The Mebane Democrat said she originally wrote a bill that would make it more difficult to hold Toughman matches, a form of amateur boxing banned in 24 states. She said regulating the matches was putting a financial strain on state enforcers.

Rather than ban it outright, Bordsen said House legislators decided to make it more difficult to get insurance, hoping that would reduce the number of matches. But insurers said that would put a burden on them to write policies no one would buy.

She said she then heard about mixed martial arts as an alternative.

"It is tightly regulated, has real standards of sport and athleticism, has a low injury rate, is exciting but not as violence-craving as Toughman, and brings significant revenues to a community," she wrote in an e-mail to Dome.

But the Senate added Toughman fights back to the bill and sent it back to the House. Bordsen said the bill is now the opposite of what she originally intended.

Boxer rebellion

A Senate bill would create an advisory commission to oversee boxing.

The bill, which passed 44-4 this afternoon, would create a state boxing commission to oversee prizes, the integrity of the matches and health of the boxers.

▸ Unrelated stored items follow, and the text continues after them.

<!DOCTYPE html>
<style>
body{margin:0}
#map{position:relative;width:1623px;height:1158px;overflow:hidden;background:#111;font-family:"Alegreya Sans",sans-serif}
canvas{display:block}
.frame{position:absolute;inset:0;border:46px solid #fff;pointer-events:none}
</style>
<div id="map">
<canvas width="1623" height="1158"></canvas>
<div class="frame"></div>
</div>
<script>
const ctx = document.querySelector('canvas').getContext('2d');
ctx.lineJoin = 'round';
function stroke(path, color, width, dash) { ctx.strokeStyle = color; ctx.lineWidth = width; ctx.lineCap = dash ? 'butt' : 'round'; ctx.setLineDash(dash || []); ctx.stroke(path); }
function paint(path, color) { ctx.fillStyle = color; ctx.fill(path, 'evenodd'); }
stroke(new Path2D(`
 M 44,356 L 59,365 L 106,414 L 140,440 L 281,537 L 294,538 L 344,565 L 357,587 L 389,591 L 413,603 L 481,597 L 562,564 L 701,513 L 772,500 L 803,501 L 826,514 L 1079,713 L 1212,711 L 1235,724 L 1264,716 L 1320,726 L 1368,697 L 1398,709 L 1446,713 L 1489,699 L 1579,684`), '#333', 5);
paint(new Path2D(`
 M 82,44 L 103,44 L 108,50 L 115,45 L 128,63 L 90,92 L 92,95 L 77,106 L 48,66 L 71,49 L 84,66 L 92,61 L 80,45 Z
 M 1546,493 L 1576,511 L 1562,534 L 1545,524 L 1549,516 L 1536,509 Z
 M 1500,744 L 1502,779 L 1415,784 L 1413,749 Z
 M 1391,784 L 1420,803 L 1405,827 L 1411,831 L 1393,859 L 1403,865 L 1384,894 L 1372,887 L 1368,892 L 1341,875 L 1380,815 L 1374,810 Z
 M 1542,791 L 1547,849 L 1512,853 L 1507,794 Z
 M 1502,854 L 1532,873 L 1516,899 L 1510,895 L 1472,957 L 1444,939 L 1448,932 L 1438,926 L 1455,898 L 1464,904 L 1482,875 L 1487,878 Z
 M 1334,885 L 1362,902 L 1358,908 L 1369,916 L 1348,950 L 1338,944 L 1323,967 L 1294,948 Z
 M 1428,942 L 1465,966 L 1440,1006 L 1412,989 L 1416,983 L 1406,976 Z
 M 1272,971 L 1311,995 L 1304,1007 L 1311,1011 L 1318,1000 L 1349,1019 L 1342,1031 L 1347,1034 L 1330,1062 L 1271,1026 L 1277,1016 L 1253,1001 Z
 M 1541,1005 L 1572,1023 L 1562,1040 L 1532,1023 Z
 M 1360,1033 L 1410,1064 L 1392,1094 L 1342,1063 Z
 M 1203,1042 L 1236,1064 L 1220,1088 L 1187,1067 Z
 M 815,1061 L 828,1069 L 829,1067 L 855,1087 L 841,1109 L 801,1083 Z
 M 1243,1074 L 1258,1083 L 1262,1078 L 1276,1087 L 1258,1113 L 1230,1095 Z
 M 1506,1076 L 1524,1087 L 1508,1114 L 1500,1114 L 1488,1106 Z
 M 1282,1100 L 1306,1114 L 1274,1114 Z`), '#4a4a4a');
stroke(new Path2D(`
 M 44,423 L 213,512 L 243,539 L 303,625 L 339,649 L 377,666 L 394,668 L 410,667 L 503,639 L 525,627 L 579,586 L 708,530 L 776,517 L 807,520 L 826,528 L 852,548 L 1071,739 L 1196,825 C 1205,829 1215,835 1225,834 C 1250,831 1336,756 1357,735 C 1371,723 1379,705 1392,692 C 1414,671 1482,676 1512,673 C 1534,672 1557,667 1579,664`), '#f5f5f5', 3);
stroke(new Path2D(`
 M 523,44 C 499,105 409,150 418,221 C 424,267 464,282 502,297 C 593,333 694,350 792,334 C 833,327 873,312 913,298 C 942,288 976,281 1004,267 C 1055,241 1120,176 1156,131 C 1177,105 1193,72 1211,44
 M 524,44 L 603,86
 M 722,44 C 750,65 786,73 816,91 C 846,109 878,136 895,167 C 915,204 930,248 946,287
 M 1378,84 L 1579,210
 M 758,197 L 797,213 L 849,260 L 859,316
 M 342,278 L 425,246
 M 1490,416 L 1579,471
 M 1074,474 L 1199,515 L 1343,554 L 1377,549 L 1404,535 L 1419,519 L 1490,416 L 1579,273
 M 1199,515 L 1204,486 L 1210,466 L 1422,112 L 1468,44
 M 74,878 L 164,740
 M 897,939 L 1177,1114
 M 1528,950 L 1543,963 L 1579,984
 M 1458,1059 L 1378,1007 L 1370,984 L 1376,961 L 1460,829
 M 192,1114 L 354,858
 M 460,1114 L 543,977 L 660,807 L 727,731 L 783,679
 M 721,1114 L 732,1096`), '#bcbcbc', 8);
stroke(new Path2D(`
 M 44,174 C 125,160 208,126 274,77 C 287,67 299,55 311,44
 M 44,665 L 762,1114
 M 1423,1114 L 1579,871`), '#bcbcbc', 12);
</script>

The commission would have no regulatory power or funding.

But Sen. Ellie Kinnaird said that it was just the first of several pieces of legislation aimed at the 40 or so boxing matches in North Carolina each year.

The Carrboro Democrat said another bill would outlaw so-called "toughman matches," which she said are amateur boxing matches which feature "two people with very few morals or integrity just going at each other."